= Beginning of Section =

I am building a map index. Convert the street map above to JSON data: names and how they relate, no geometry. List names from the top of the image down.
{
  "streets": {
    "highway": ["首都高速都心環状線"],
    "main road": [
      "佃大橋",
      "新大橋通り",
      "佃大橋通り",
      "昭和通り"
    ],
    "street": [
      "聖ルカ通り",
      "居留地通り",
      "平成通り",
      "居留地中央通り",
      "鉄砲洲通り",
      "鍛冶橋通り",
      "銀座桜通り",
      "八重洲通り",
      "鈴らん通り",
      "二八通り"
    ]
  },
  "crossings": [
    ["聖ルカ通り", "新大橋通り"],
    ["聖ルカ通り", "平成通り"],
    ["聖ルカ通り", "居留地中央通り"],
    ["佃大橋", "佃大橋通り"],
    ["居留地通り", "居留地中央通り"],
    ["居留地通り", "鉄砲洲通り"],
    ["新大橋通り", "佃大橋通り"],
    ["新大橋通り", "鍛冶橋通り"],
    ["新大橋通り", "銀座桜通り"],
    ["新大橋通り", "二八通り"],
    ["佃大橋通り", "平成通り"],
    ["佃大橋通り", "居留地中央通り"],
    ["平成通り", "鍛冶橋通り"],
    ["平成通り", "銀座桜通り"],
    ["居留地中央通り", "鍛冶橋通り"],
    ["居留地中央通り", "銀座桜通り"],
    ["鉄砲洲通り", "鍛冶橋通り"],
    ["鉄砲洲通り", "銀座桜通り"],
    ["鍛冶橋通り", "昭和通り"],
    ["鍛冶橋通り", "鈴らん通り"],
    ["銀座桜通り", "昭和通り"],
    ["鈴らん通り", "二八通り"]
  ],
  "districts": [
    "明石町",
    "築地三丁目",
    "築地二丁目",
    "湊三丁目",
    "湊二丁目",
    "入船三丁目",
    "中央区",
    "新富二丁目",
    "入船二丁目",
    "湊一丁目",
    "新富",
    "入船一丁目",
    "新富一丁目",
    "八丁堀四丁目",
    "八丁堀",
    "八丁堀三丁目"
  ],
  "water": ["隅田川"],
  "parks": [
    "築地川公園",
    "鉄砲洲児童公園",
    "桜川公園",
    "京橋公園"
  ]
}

= End of Section =

#### Required work:
The listing above is to be transcribed in full, with no line omitted.

#### Answer to the exercise:
I am building a map index. Convert the street map above to JSON data: names and how they relate, no geometry. List names from the top of the image down.
{
  "streets": {
    "highway": ["首都高速都心環状線"],
    "main road": [
      "佃大橋",
      "新大橋通り",
      "佃大橋通り",
      "昭和通り"
    ],
    "street": [
      "聖ルカ通り",
      "居留地通り",
      "平成通り",
      "居留地中央通り",
      "鉄砲洲通り",
      "鍛冶橋通り",
      "銀座桜通り",
      "八重洲通り",
      "鈴らん通り",
      "二八通り"
    ]
  },
  "crossings": [
    ["聖ルカ通り", "新大橋通り"],
    ["聖ルカ通り", "平成通り"],
    ["聖ルカ通り", "居留地中央通り"],
    ["佃大橋", "佃大橋通り"],
    ["居留地通り", "居留地中央通り"],
    ["居留地通り", "鉄砲洲通り"],
    ["新大橋通り", "佃大橋通り"],
    ["新大橋通り", "鍛冶橋通り"],
    ["新大橋通り", "銀座桜通り"],
    ["新大橋通り", "二八通り"],
    ["佃大橋通り", "平成通り"],
    ["佃大橋通り", "居留地中央通り"],
    ["平成通り", "鍛冶橋通り"],
    ["平成通り", "銀座桜通り"],
    ["居留地中央通り", "鍛冶橋通り"],
    ["居留地中央通り", "銀座桜通り"],
    ["鉄砲洲通り", "鍛冶橋通り"],
    ["鉄砲洲通り", "銀座桜通り"],
    ["鍛冶橋通り", "昭和通り"],
    ["鍛冶橋通り", "鈴らん通り"],
    ["銀座桜通り", "昭和通り"],
    ["鈴らん通り", "二八通り"]
  ],
  "districts": [
    "明石町",
    "築地三丁目",
    "築地二丁目",
    "湊三丁目",
    "湊二丁目",
    "入船三丁目",
    "中央区",
    "新富二丁目",
    "入船二丁目",
    "湊一丁目",
    "新富",
    "入船一丁目",
    "新富一丁目",
    "八丁堀四丁目",
    "八丁堀",
    "八丁堀三丁目"
  ],
  "water": ["隅田川"],
  "parks": [
    "築地川公園",
    "鉄砲洲児童公園",
    "桜川公園",
    "京橋公園"
  ]
}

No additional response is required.